Part II:
Einstein’s Orgy
In a recent Edge article, “The Vagaries of Religious Experience,” a Harvard psychologist, Daniel Gilbert, quotes Einstein on his own religious vagaries:
“(I had) a deep religiosity, which, however, found an abrupt ending at the age of 12. Through the reading of popular scientific books I soon reached the conviction that much in the stories of the Bible could not be true. The consequence was a positively fanatic orgy* of freethinking coupled with the impression that youth is intentionally being deceived by the state through lies. It was a crushing impression. Suspicion against every kind of authority grew out of this experience, a skeptical attitude towards the convictions which were alive in any specific social environment– an attitude which has never again left me.” (Autobiographical Notes, 1949)
Gilbert adds,
“Einstein’s orgy* of freethinking forever changed our understanding of space and time, and the phrase ‘Religion for Dummies’ became, in the view of many scientists, a redundancy.”
Here is another Einstein quotation, from the paragraph in Autobiographical Notes following the paragraph quoted by Gilbert:
“It is quite clear to me that the religious paradise of youth, which was thus lost, was a first attempt to free myself from the chains of the ‘merely-personal,’ from an existence which is dominated by wishes, hopes and primitive feelings. Out yonder there was this huge world, which exists independently of us human beings and which stands before us like a great, eternal riddle, at least partially accessible to our inspection and thinking. The contemplation of this world beckoned like a liberation…. The road to this paradise was not as comfortable and alluring as the road to the religious paradise; but it has proved itself as trustworthy, and I have never regretted having chosen it.”

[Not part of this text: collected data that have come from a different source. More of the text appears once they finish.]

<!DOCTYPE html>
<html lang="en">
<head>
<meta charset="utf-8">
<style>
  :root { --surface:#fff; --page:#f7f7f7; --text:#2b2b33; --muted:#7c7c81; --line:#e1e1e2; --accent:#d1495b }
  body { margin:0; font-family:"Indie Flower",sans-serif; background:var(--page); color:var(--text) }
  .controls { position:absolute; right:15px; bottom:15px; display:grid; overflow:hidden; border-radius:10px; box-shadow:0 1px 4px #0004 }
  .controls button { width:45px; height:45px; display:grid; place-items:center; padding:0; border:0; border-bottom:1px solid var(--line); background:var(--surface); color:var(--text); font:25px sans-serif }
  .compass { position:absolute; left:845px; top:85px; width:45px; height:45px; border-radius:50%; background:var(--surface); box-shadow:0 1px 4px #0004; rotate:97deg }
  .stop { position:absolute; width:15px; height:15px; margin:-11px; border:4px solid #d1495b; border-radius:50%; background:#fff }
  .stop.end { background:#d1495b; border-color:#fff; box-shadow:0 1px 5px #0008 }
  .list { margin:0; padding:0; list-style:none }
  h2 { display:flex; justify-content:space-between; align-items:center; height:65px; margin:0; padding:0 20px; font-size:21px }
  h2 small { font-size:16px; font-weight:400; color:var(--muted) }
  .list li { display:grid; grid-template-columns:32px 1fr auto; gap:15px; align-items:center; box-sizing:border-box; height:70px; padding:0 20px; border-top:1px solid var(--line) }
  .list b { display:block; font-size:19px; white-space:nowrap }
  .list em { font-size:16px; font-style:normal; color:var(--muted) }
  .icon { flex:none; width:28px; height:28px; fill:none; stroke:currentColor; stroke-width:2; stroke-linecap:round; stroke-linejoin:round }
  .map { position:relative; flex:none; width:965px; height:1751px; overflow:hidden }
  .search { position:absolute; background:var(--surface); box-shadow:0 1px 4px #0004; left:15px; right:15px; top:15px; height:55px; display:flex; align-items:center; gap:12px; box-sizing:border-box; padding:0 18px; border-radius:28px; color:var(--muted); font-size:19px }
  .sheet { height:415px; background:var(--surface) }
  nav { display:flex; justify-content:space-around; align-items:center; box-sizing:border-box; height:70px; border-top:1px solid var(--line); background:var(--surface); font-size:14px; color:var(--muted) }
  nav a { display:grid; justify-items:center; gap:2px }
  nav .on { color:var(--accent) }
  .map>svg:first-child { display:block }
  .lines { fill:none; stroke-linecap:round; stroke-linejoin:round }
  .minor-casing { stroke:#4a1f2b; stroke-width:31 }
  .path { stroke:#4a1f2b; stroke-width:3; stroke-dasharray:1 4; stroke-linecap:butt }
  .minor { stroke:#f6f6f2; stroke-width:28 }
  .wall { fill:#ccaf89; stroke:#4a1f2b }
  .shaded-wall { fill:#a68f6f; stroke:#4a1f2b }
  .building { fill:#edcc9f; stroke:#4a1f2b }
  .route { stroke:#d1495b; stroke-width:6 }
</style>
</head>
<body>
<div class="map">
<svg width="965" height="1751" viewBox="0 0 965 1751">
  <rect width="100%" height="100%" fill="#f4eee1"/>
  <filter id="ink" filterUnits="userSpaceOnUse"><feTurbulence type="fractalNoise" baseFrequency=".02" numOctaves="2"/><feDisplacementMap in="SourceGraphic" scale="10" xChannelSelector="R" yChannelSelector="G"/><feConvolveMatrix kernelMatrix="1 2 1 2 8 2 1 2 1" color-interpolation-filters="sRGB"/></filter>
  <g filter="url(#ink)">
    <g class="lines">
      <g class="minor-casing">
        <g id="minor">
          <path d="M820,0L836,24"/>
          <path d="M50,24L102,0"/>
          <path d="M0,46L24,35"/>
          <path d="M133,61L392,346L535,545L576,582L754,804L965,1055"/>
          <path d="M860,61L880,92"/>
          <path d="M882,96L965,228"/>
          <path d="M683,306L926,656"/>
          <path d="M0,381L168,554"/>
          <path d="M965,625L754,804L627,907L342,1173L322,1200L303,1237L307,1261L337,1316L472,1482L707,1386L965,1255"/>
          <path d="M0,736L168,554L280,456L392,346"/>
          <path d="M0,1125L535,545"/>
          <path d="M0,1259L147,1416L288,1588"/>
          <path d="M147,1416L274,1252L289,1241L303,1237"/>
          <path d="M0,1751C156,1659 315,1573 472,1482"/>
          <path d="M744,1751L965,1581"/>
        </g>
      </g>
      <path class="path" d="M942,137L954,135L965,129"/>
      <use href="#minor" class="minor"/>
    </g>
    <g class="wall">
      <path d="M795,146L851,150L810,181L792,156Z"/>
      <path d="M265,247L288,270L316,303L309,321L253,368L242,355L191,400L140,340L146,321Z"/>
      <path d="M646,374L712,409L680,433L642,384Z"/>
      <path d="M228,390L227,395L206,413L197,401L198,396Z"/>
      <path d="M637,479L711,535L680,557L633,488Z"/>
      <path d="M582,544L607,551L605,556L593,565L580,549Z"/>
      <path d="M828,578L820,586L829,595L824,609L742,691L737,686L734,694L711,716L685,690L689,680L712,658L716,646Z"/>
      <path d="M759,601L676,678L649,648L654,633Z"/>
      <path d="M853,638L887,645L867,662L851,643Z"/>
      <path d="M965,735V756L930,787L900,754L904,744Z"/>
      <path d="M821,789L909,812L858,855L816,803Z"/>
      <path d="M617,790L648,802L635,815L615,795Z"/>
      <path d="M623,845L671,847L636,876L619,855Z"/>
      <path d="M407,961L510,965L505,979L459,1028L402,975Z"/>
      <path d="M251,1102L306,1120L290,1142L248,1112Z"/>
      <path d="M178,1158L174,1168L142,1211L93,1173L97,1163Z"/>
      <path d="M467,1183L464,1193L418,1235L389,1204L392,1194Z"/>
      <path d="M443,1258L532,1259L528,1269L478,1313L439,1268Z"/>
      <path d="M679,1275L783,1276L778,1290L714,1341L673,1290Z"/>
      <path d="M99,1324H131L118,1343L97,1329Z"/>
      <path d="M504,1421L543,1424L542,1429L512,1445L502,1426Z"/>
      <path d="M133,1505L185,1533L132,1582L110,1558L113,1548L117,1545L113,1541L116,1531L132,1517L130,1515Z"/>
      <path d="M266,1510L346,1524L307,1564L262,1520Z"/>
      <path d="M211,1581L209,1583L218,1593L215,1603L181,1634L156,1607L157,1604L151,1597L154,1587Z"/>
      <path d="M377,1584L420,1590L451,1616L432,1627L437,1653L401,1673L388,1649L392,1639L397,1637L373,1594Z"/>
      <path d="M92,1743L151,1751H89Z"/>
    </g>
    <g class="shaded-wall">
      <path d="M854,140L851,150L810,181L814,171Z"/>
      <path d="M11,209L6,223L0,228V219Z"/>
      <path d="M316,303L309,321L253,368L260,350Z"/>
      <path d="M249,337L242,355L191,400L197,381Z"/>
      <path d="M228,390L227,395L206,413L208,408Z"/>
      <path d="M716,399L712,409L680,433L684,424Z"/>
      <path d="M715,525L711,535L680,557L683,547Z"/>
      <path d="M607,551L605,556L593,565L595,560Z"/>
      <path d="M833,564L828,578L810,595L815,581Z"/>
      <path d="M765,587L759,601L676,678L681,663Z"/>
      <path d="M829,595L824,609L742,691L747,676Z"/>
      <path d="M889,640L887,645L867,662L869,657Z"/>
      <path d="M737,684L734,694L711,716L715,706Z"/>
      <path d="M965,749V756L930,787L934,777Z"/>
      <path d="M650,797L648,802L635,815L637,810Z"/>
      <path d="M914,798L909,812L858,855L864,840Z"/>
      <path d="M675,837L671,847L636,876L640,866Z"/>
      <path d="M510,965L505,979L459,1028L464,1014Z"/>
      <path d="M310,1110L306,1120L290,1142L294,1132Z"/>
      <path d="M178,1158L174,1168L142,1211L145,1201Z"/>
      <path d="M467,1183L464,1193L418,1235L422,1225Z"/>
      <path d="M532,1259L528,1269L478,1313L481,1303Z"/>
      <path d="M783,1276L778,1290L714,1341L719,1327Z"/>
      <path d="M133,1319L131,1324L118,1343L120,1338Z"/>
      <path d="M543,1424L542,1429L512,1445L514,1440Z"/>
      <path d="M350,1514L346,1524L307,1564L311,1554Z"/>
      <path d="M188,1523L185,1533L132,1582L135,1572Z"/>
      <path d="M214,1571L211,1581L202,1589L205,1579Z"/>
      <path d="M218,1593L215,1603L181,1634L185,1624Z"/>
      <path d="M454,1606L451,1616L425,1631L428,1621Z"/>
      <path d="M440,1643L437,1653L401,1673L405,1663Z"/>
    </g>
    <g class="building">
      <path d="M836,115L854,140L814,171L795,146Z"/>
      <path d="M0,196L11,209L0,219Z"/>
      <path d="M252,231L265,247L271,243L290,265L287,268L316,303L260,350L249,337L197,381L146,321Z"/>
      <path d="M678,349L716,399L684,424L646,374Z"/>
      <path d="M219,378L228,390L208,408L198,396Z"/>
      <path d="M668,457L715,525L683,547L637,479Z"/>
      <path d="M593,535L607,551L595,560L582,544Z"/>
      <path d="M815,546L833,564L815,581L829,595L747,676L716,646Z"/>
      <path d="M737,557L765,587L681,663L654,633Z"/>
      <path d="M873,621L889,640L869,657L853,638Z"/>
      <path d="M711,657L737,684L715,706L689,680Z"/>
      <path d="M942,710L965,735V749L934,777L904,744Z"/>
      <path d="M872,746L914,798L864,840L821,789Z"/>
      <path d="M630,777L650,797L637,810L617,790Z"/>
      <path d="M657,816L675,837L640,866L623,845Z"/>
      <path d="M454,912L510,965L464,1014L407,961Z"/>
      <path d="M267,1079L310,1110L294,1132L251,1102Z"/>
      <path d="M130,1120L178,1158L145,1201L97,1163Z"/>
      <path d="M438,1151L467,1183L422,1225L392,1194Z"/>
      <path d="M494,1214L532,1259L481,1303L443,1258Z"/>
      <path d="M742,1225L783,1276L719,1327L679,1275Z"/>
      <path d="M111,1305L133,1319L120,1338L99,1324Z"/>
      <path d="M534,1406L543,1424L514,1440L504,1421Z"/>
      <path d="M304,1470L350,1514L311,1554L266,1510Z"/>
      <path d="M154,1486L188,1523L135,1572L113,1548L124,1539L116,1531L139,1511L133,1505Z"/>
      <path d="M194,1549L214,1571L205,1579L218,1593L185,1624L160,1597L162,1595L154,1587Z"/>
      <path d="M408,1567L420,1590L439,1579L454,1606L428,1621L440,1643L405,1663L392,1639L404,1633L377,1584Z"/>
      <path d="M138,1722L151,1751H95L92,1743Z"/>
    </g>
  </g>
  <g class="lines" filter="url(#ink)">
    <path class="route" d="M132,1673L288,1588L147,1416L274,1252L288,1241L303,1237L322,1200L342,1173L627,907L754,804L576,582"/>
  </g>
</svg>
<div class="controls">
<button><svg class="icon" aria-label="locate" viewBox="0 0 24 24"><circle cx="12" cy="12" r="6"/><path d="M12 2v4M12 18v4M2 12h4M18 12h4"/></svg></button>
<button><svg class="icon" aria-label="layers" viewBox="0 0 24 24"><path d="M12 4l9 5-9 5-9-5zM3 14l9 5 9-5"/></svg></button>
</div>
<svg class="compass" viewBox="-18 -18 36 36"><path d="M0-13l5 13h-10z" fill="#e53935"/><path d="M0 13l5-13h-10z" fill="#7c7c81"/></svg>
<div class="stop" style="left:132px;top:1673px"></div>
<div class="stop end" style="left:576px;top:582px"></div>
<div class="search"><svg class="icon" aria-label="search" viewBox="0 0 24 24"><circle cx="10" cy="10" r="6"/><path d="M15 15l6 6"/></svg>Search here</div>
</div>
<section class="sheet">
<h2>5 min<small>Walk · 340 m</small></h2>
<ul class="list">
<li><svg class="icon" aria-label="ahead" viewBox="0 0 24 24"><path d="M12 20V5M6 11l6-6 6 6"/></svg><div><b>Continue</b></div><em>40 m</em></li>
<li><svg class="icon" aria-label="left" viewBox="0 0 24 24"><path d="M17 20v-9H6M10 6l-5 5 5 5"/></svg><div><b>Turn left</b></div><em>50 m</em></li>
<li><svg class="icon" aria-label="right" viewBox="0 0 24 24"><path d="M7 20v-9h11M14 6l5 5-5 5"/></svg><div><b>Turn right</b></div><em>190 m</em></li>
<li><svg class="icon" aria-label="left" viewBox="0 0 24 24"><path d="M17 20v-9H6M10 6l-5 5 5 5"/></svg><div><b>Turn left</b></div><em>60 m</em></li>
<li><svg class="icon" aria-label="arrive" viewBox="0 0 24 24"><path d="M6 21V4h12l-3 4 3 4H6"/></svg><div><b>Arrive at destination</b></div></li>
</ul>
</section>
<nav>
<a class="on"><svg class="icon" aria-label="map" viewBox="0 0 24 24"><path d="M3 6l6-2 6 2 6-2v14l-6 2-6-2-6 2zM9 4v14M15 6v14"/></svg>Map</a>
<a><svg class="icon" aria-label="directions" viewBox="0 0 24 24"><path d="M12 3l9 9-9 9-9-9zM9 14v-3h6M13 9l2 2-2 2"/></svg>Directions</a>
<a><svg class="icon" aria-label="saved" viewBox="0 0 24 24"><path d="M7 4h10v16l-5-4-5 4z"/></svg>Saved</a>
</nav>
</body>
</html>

Einstein describes “the road to the religious paradise” as “comfortable and alluring.” He might therefore have profited by the book saluted in the previous entry… a book that might be described, to adapt Gilbert’s charming phrase, as “Religion for Dummies like Einstein.”
For an approach to the contemptible religion of Scientism that is more subtle than Gilbert’s, see “Einstein’s Third Paradise,” by Gerald Holton, another Harvard savant.
* In the original, the words “orgy of” appear in square brackets to indicate an interpolation by the editor, Paul A. Schilpp, a Methodist minister (pdf). Einstein’s own words were “eine geradezu fanatische Freigeisterei.” Gilbert’s omission of the brackets indicates both the moral slovenliness typical of those embracing Scientism and the current low standards of scholarship at Harvard. (Related material: The Crimson Passion.)